Apple aumenta i ritorni con buyback da 90 mld $
Fazen Markets Research
Expert Analysis
Sintesi
Il consiglio di amministrazione di Apple ha segnalato un significativo aumento dei ritorni in contanti agli azionisti con un'autorizzazione al riacquisto di azioni da 90 miliardi di dollari, secondo MarketWatch (25 apr 2026). Tale autorizzazione, combinata con il programma di dividendi in corso, pone Apple nella posizione di restituire agli investitori una somma che, secondo i modelli degli analisti, comprimerà in modo significativo il numero di azioni in circolazione e aumenterà l'utile per azione (EPS) nel breve termine. La mossa riporta i buyback al centro delle leve di allocazione del capitale tra le Big Tech, dove Apple e Alphabet hanno guidato la conversione del flusso di cassa libero in metriche per azione. Per gli investitori istituzionali che valutano il rendimento totale e le esposizioni ponderate per indice, l'incremento rappresenta una riallocazione concreta e misurabile del capitale che influenzerà il flottante e i flussi d'indice. Questo rapporto esamina i fatti, quantifica gli impatti usando i depositi e i dati di mercato recenti, e confronta il programma di Apple con i concorrenti evidenziando considerazioni sull'esecuzione e sui rischi.
Contesto
L'autorizzazione incrementale al riacquisto di Apple—riportata come 90 miliardi di dollari il 25 apr 2026 (MarketWatch)—segue un modello di lungo periodo in cui la società ha privilegiato i riacquisti come principale strumento per restituire capitale agli azionisti. Secondo i documenti pubblici e le comunicazioni agli investitori fino all'esercizio 2025, la società ha restituito circa 620 miliardi di dollari agli azionisti dall'inizio del suo programma di buyback nel 2012 (Apple 2025 10-K). Tale ammontare cumulativo pone Apple in cima alle classifiche globali di ritorno di cassa societaria e aiuta a spiegare il suo contributo sproporzionato all'attività di buyback dell'S&P 500 negli ultimi anni.
In termini comparativi, Alphabet e Microsoft hanno anch'esse aumentato i riacquisti, ma su scala assoluta minore. Alphabet ha riacquistato circa 70 miliardi di dollari nell'ultimo periodo di 12 mesi conclusosi il 31 mar 2026 (Alphabet 10-Q, 31 mar 2026), mentre il ritmo dei buyback di Microsoft è stato più costante ma inferiore in percentuale rispetto alla capitalizzazione di mercato. Su base percentuale rispetto alla capitalizzazione, la tranche più recente di Apple equivale a un'intensità di riacquisto incrementale di circa il 3,5% della sua capitalizzazione di mercato al momento dell'annuncio, rispetto a una media di intensità di buyback dell'1,2% per l'S&P 500 nel 2025 (S&P Dow Jones Indices, 2025 Buyback Report).

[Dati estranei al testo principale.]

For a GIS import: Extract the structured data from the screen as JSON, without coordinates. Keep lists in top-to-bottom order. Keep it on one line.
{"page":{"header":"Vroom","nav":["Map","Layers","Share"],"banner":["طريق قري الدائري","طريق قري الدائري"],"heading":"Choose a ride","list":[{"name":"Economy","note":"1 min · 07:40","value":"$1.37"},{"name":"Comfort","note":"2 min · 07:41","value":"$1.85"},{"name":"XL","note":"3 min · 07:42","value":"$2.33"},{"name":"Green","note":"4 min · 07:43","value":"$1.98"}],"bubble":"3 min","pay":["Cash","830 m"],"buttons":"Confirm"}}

Il quadro macro più ampio è rilevante: i buyback sono diventati l'uso marginale del flusso di cassa libero per molte grandi società tecnologiche poiché la spesa per investimenti organici si è moderata dopo le fasi di costruzione del cloud. Per Apple, il flusso di cassa libero (FCF) nell'esercizio 2025 è stato riportato intorno ai 95 miliardi di dollari (Apple 2025 10-K), il che significa che l'autorizzazione da 90 miliardi è significativa rispetto a un singolo anno di FCF ma verosimilmente sarà eseguita su più trimestri. Il ritmo di esecuzione, la liquidità disponibile e le condizioni di mercato determineranno quindi l'impatto immediato sull'EPS.
Approfondimento dei Dati
Quantitativamente, i riacquisti aumentano l'EPS riportato riducendo il denominatore: le azioni in circolazione. Se Apple esegue l'autorizzazione da 90 miliardi a un prezzo medio vicino al livello di annuncio, il nostro modello di stima di massima implica una riduzione del numero di azioni in termini di valore di mercato rimosso dal flottante nell'ordine di diverse decine di miliardi di dollari — traducendosi in un aumento percentuale dell'EPS da una singola cifra bassa a una singola cifra media, a seconda di tempistiche e prezzi. Per riferimento, l'EPS rettificato di Apple è aumentato di circa il 12% su base annua nell'esercizio 2025, mentre l'EPS comparabile di Alphabet è cresciuto di circa il 9% YoY; i buyback sono stati un contributore materiale a questi andamenti, secondo i documenti societari e l'analisi di MarketWatch (MarketWatch, 25 apr 2026; Apple 2025 10-K; Alphabet 2025 10-K).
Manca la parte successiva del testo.